The process of implementing enterprise mobility management software requires admins to make many important decisions, mostly pertaining to the different components that comprise an EMM plan. The most important factors to consider are the choice between a BYOD -- alternatively known as CYOD, or choose your own device -- and a corporate-owned, personally enabled policy, as well as security needs, content management and the need for unified endpoint management.
BYOD versus COPE devices
The first step in implementing EMM software is to decide on a policy supporting either BYOD or corporate-owned, personally enabled (COPE) devices, but administrators must have a plan for device management before they implement either a BYOD or COPE program.
COPE requires an admin to install profiles from a mobile device management (MDM) server onto a phone or tablet. There is a tighter level of control in this implementation. MDM services come packaged with the ability to control the device -- including its camera, lock screen enforcement and the number of password attempts -- and push out apps and settings, such as email.
Devices powered by Android allow blacklisting, whereas iOS-powered devices do not. This gives Apple end users the freedom to install any app. However, an administrator can still see every app installed on an Apple device.
The process of supporting BYOD is slightly different. A BYOD policy implies that any device can be brought into an organization. A COPE policy will highlight a set of specific devices that have been tested and are in alignment with corporate policies.
For instance, standard features with COPE include email and product information management services. BYOD also provides the ability to control a device with policy enforcement. It is recommended that you look for services to manage BYOD devices that include a clear separation of personal and professional data.
The separation of personal and vocational data is a notable challenge for an EMM suite. Apple makes it particularly tough for companies to split personal and private data. Methods to approach this problem include:
- providing minimal policy management for BYOD or CYOD devices;
- moving all services and apps to a cloud platform -- such as Google G Suite or Microsoft Office 365/Intune; and
- encapsulating enterprise apps.
Networking requirements and remote access needs
There are three big networking-related questions that enterprises must answer when selecting an EMM product.
- How effective is the existing Wi-Fi network?
- How does the company accommodate remote employees?
- In using the 80/20 rule, how much do the 20% exception use cases affect the company's decision process?
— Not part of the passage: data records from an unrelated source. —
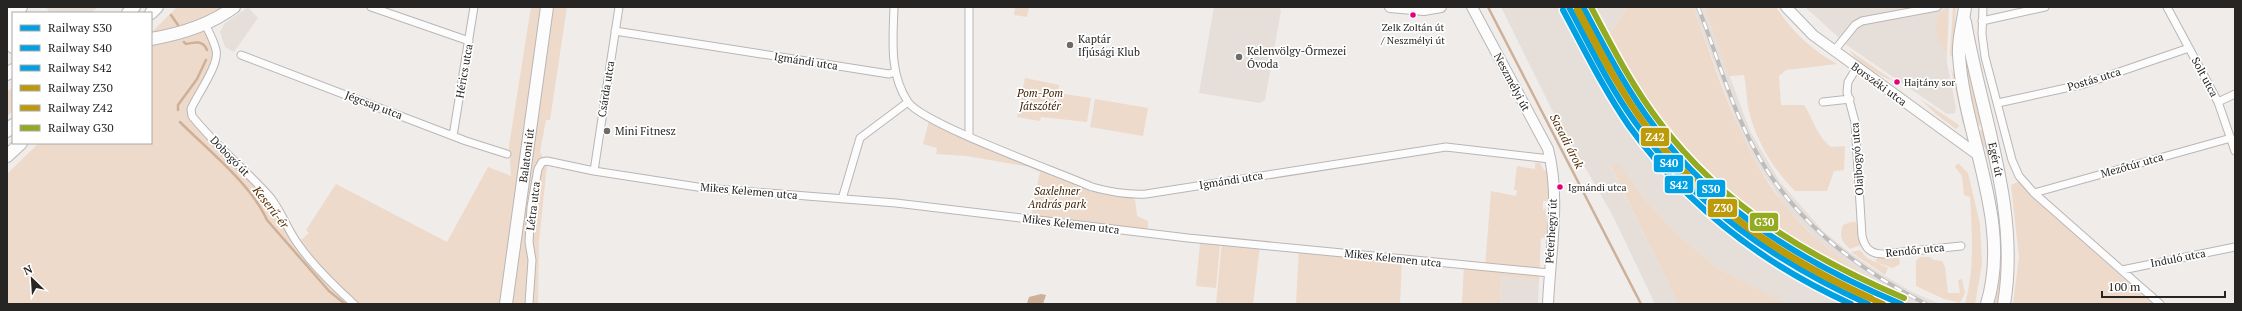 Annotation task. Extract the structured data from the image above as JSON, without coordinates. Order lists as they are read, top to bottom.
{
  "streets": {
    "main road": ["Balatoni út", "Egér út"],
    "street": [
      "Igmándi utca",
      "Hérics utca",
      "Solt utca",
      "Postás utca",
      "Neszmélyi út",
      "Borszéki utca",
      "Csárda utca",
      "Jégcsap utca",
      "Dobogó út",
      "Olajbogyó utca",
      "Mezőtúr utca",
      "Mikes Kelemen utca",
      "Létra utca",
      "Péterhegyi út",
      "Rendőr utca",
      "Induló utca"
    ]
  },
  "crossings": [
    ["Igmándi utca", "Neszmélyi út"],
    ["Igmándi utca", "Csárda utca"],
    ["Igmándi utca", "Péterhegyi út"],
    ["Hérics utca", "Jégcsap utca"],
    ["Solt utca", "Postás utca"],
    ["Solt utca", "Mezőtúr utca"],
    ["Neszmélyi út", "Péterhegyi út"],
    ["Borszéki utca", "Olajbogyó utca"],
    ["Borszéki utca", "Egér út"],
    ["Csárda utca", "Mikes Kelemen utca"],
    ["Csárda utca", "Létra utca"],
    ["Olajbogyó utca", "Rendőr utca"],
    ["Mikes Kelemen utca", "Létra utca"],
    ["Mikes Kelemen utca", "Péterhegyi út"]
  ],
  "water": ["Sasadi árok", "Keserű-ér"],
  "parks": ["Pom-Pom Játszótér", "Saxlehner András park"],
  "places": [
    "Zelk Zoltán út / Neszmélyi út",
    "Kaptár Ifjúsági Klub",
    "Kelenvölgy-Őrmezei Óvoda",
    "Hajtány sor",
    "Mini Fitnesz",
    "Igmándi utca"
  ],
  "lines": [
    "rail line S30",
    "rail line S40",
    "rail line Z42",
    "rail line G30",
    "rail line S42",
    "rail line Z30"
  ],
  "legend": [
    "Railway S30",
    "Railway S40",
    "Railway S42",
    "Railway Z30",
    "Railway Z42",
    "Railway G30"
  ],
  "scale_bar": "100 m",
  "north": "top left"
} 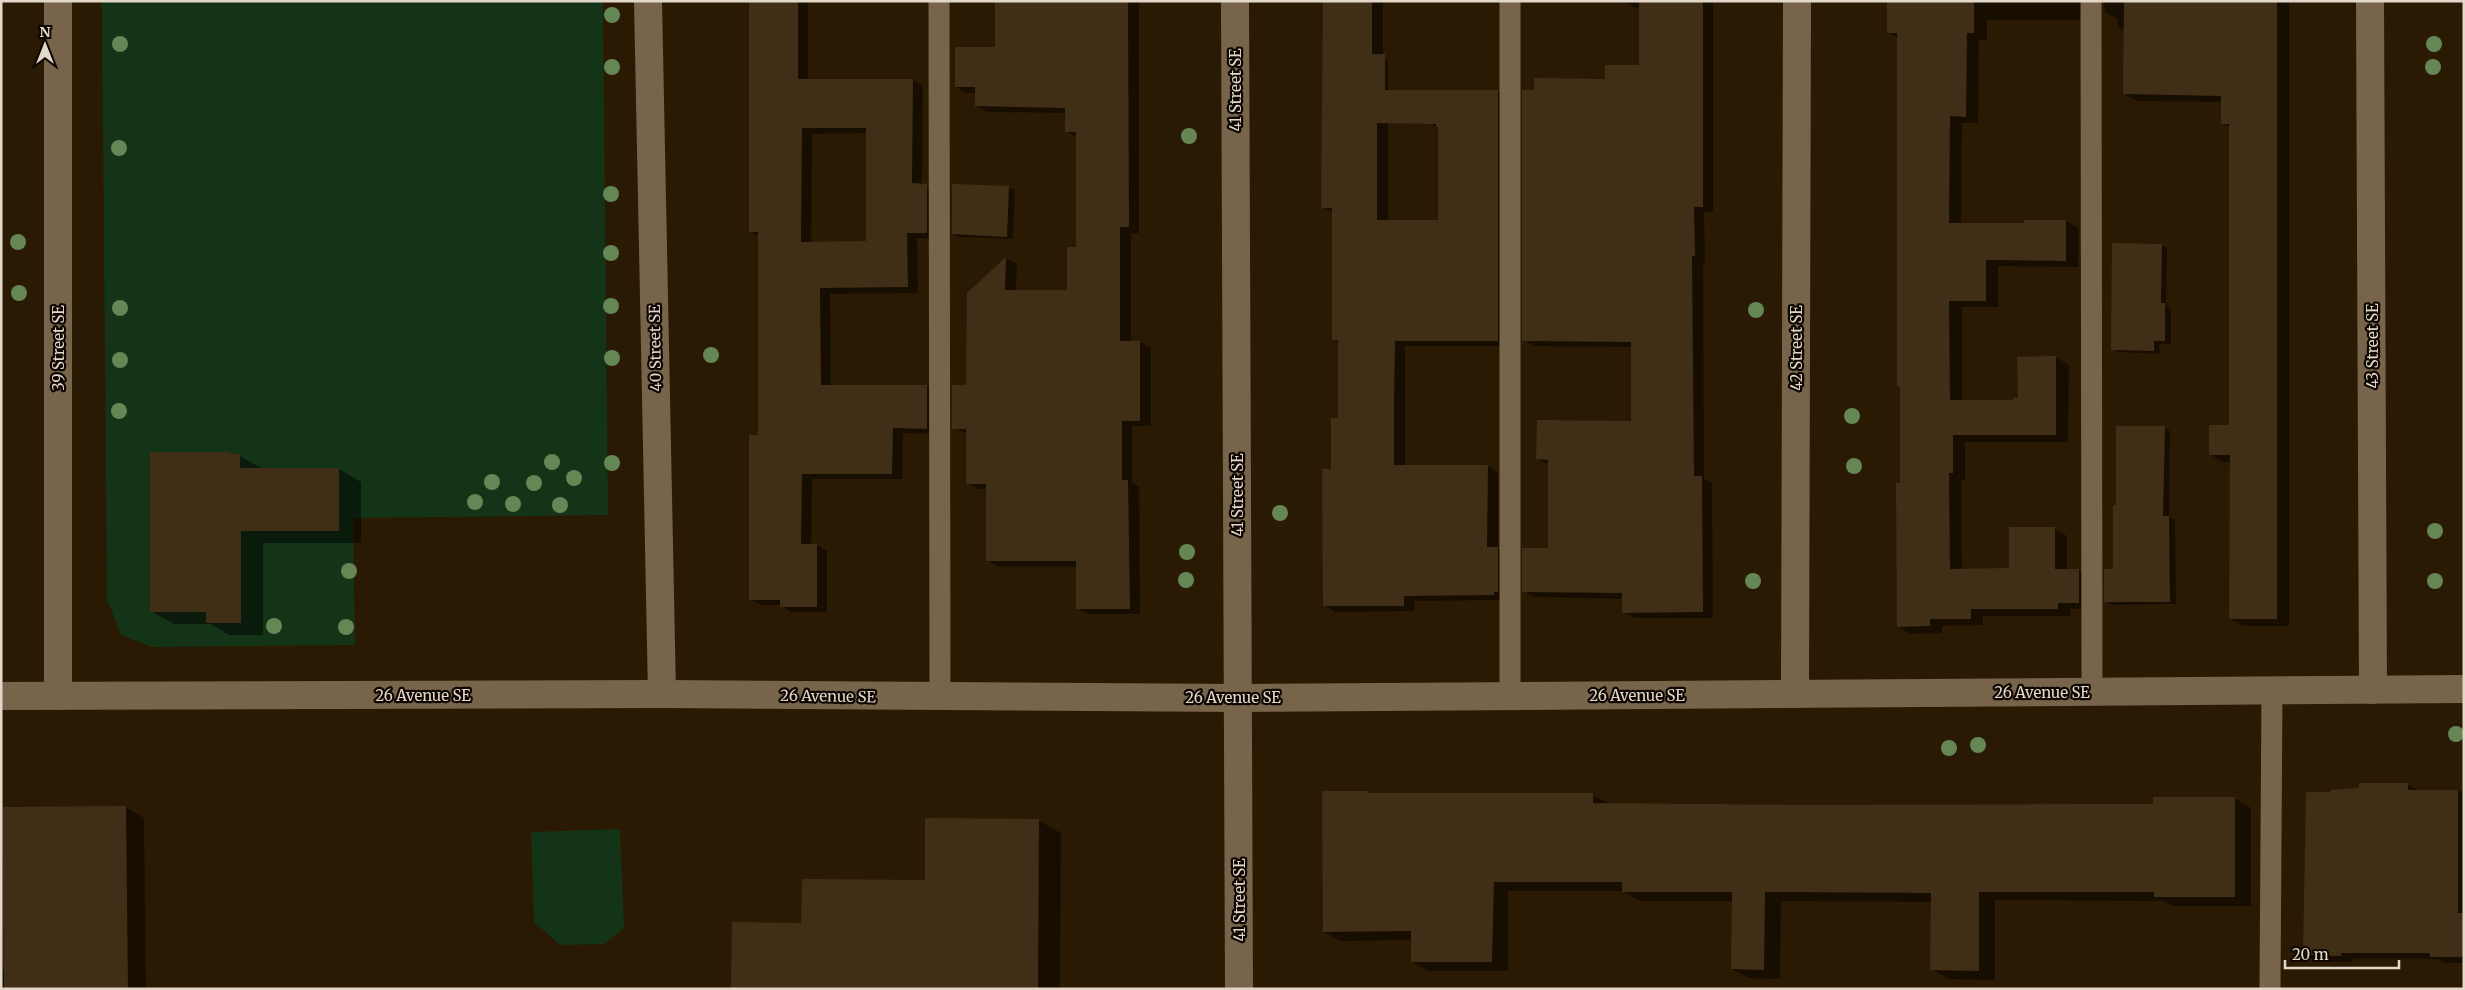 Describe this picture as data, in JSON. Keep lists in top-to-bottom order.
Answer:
{
  "streets": {
    "street": [
      "41 Street SE",
      "43 Street SE",
      "39 Street SE",
      "40 Street SE",
      "42 Street SE",
      "26 Avenue SE"
    ]
  },
  "crossings": [
    ["41 Street SE", "26 Avenue SE"],
    ["43 Street SE", "26 Avenue SE"],
    ["39 Street SE", "26 Avenue SE"],
    ["40 Street SE", "26 Avenue SE"],
    ["42 Street SE", "26 Avenue SE"]
  ],
  "scale_bar": "20 m",
  "north": "top"
}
When employees connect their devices to a corporate network, it increases the network demand. For instance, almost all the users in a company will voluntarily upgrade their phones every September when Apple releases the new iOS. Each version comes in at around two GB, which will inevitably put a strain on any network.
Companies must also take into account that mobile devices and cloud services are easily corruptible. The function of a phone or tablet is to view data, but a good mobile security practice is to move data off the device as quickly as possible. The movement of data between the cloud and a device is a challenge facing all networks.
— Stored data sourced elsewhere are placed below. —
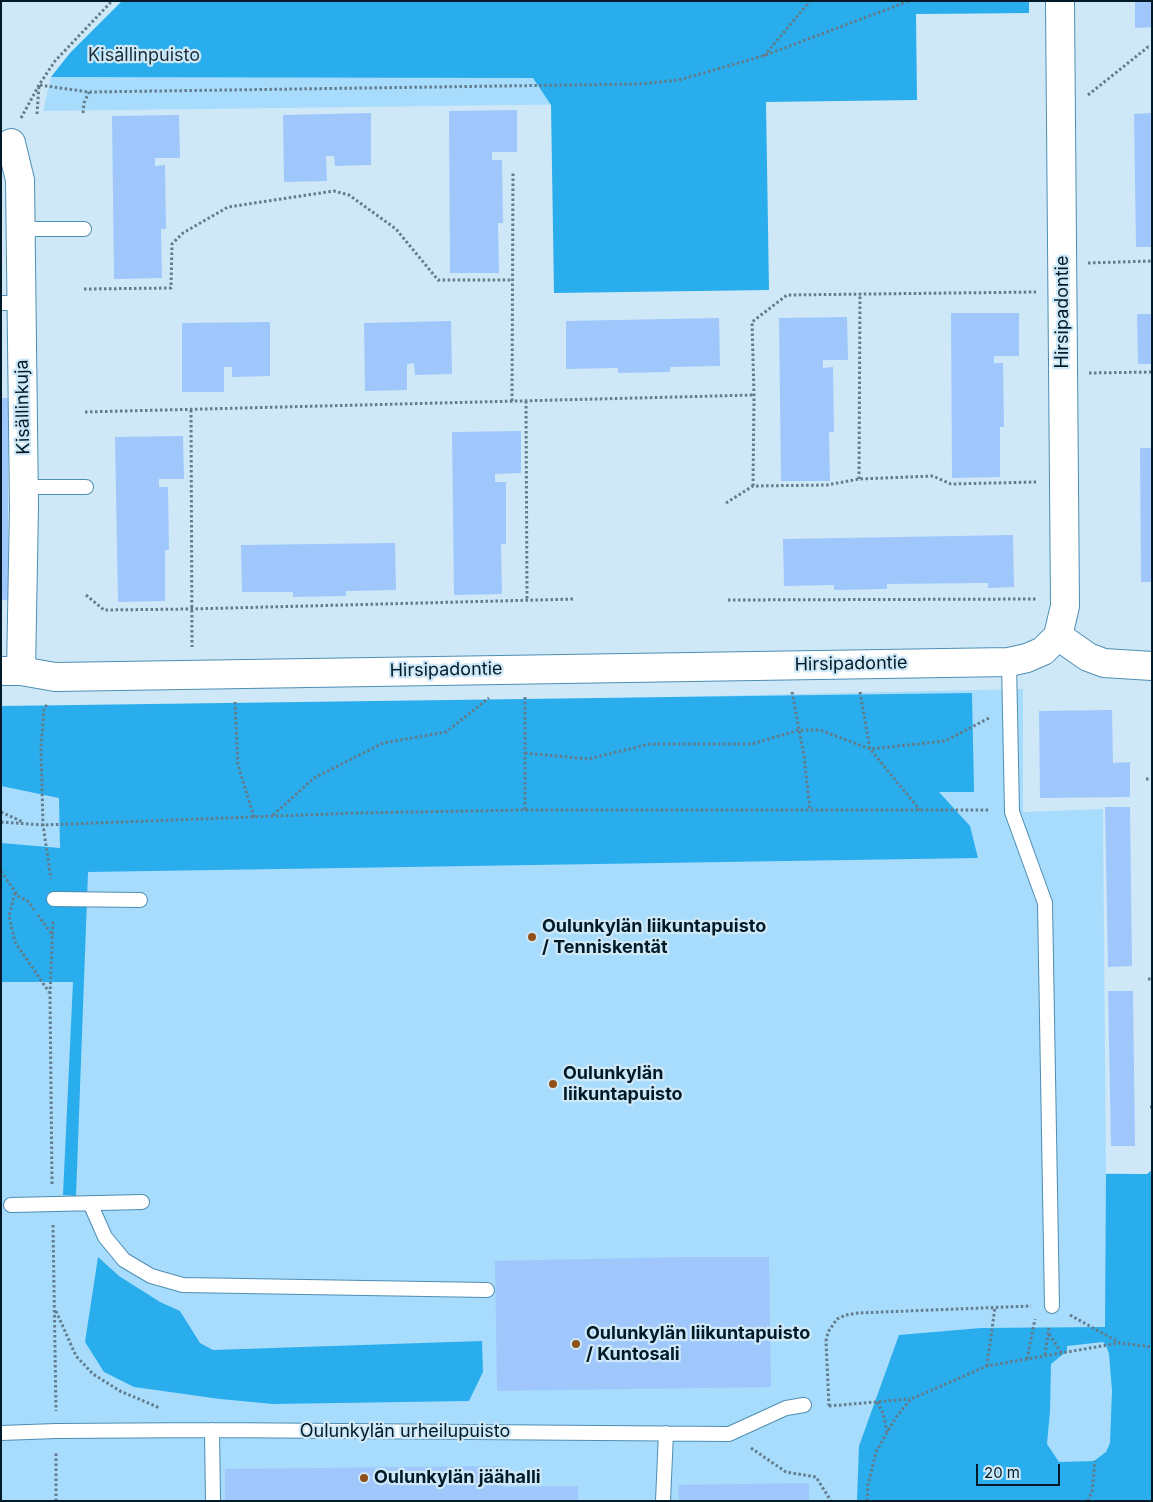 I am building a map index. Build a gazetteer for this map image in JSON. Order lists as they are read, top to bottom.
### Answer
{
  "streets": {
    "street": ["Hirsipadontie", "Kisällinkuja"],
    "lane": ["Oulunkylän urheilupuisto"]
  },
  "crossings": [
    ["Hirsipadontie", "Kisällinkuja"]
  ],
  "parks": ["Kisällinpuisto"],
  "places": [
    "Oulunkylän liikuntapuisto / Tenniskentät",
    "Oulunkylän liikuntapuisto",
    "Oulunkylän liikuntapuisto / Kuntosali",
    "Oulunkylän jäähalli"
  ],
  "scale_bar": "20 m"
} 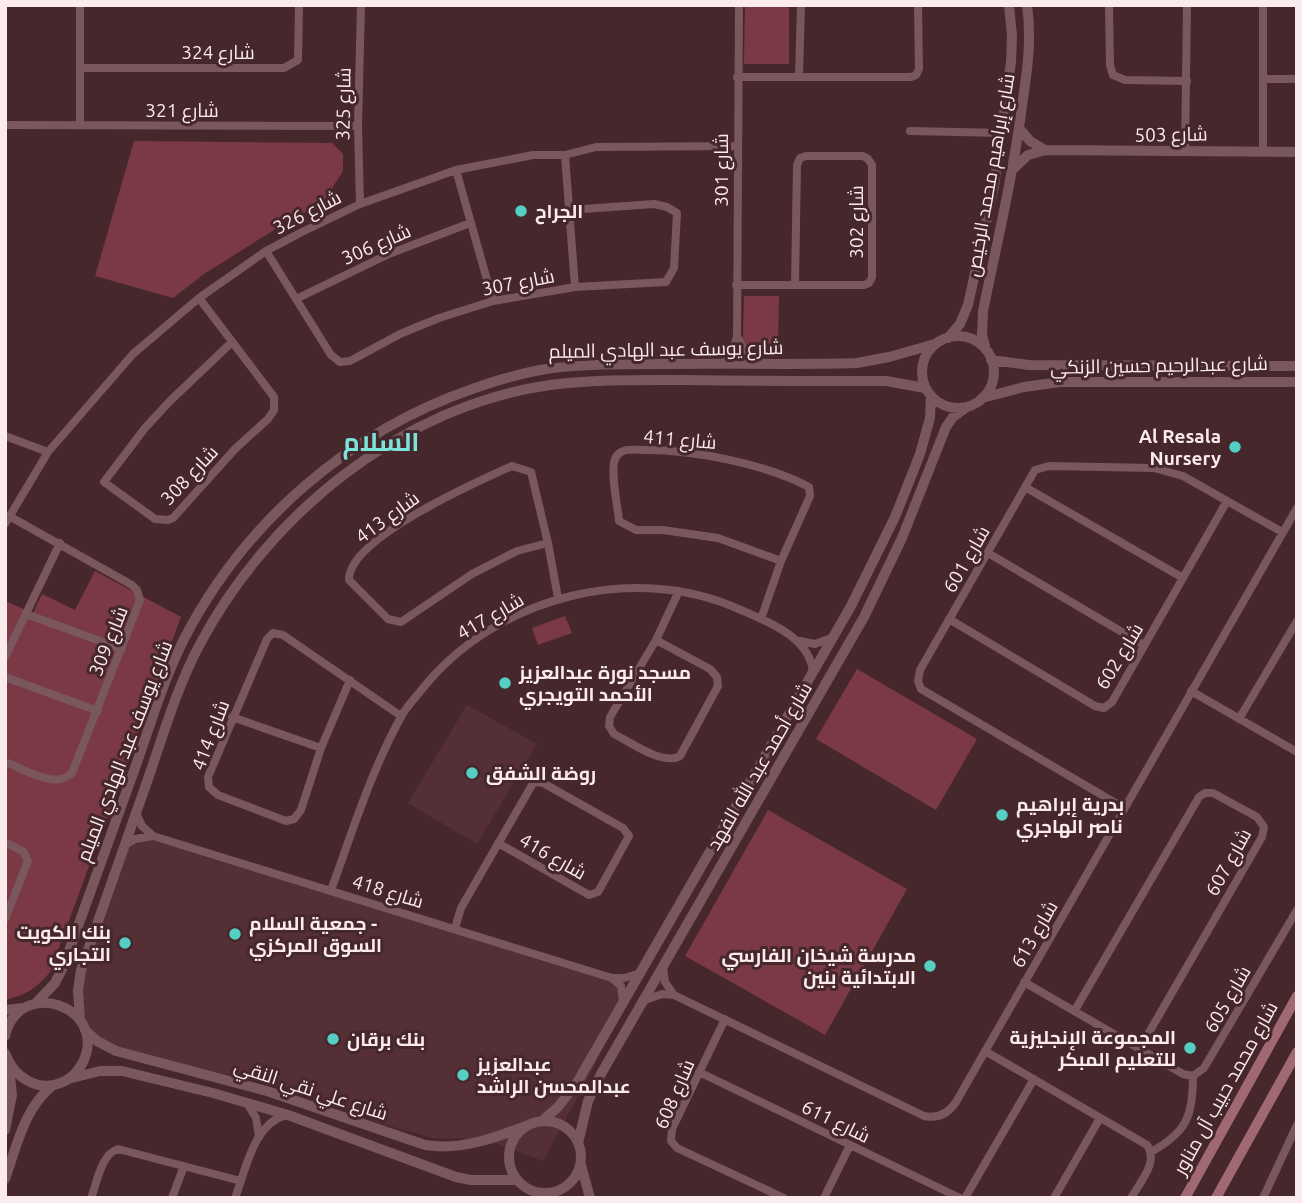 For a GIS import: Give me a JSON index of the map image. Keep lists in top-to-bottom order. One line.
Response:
{"streets":{"main road":["شارع محمد حبيب آل مناور"],"street":["شارع 324","شارع 325","شارع 321","شارع 503","شارع 301","شارع إبراهيم محمد الرخيص","شارع 326","شارع 302","شارع 306","شارع 307","شارع يوسف عبد الهادي الميلم","شارع عبدالرحيم حسين الزنكي","شارع 411","شارع 308","شارع 413","شارع 601","شارع 417","شارع 309","شارع 602","شارع 414","شارع أحمد عبد الله الفهد","شارع 416","شارع 607","شارع 418","شارع 613","شارع 605","شارع علي نقي النقي","شارع 608","شارع 611"]},"crossings":[["شارع 325","شارع 321"],["شارع 325","شارع 326"],["شارع 503","شارع إبراهيم محمد الرخيص"],["شارع 301","شارع 326"],["شارع 301","شارع 302"],["شارع 301","شارع يوسف عبد الهادي الميلم"],["شارع إبراهيم محمد الرخيص","شارع يوسف عبد الهادي الميلم"],["شارع إبراهيم محمد الرخيص","شارع عبدالرحيم حسين الزنكي"],["شارع إبراهيم محمد الرخيص","شارع أحمد عبد الله الفهد"],["شارع 326","شارع 307"],["شارع 326","شارع 308"],["شارع 326","شارع 309"],["شارع 306","شارع 307"],["شارع يوسف عبد الهادي الميلم","شارع عبدالرحيم حسين الزنكي"],["شارع يوسف عبد الهادي الميلم","شارع أحمد عبد الله الفهد"],["شارع يوسف عبد الهادي الميلم","شارع علي نقي النقي"],["شارع عبدالرحيم حسين الزنكي","شارع أحمد عبد الله الفهد"],["شارع 411","شارع 417"],["شارع 413","شارع 417"],["شارع 601","شارع 602"],["شارع 601","شارع 613"],["شارع 417","شارع 414"],["شارع 417","شارع 418"],["شارع أحمد عبد الله الفهد","شارع 418"],["شارع أحمد عبد الله الفهد","شارع علي نقي النقي"],["شارع 416","شارع 418"],["شارع 613","شارع 608"],["شارع 608","شارع 611"]],"districts":["السلام"],"places":["الجراح","Al Resala Nursery","مسجد نورة عبدالعزيز الأحمد التويجري","روضة الشفق","بدرية إبراهيم ناصر الهاجري","جمعية السلام - السوق المركزي","بنك الكويت التجاري","مدرسة شيخان الفارسي الابتدائية بنين","بنك برقان","المجموعة الإنجليزية للتعليم المبكر","عبدالعزيز عبدالمحسن الراشد"]}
Additionally, enterprises must choose EMM software that can manage the increase in employee devices. Many users carry two or more devices, such as a smartphone, tablet or smartwatch, in addition to a laptop. Users will connect their devices to the network, so it is worth completing a wireless network assessment before buyers select EMM software.
Companies looking to provide access to enterprise data should first check email services from outside of the company network and determine whether their content is accessible or not. Enabling access to content provides more opportunity for users to get work done, but the chosen method for content control will have an impact on the level of security you will need to apply. VPN with single sign-on or identity as a service are two of the security options available.
Buyers must also take into account whether or not devices should be restricted to a particular location, such as a warehouse. Admins should consider what will happen to a tablet if it is removed from a warehouse -- will the tablet automatically wipe itself? If so, how far from the location will the tablet be able to wipe itself? The EMM suite that a company selects will be able to control these features.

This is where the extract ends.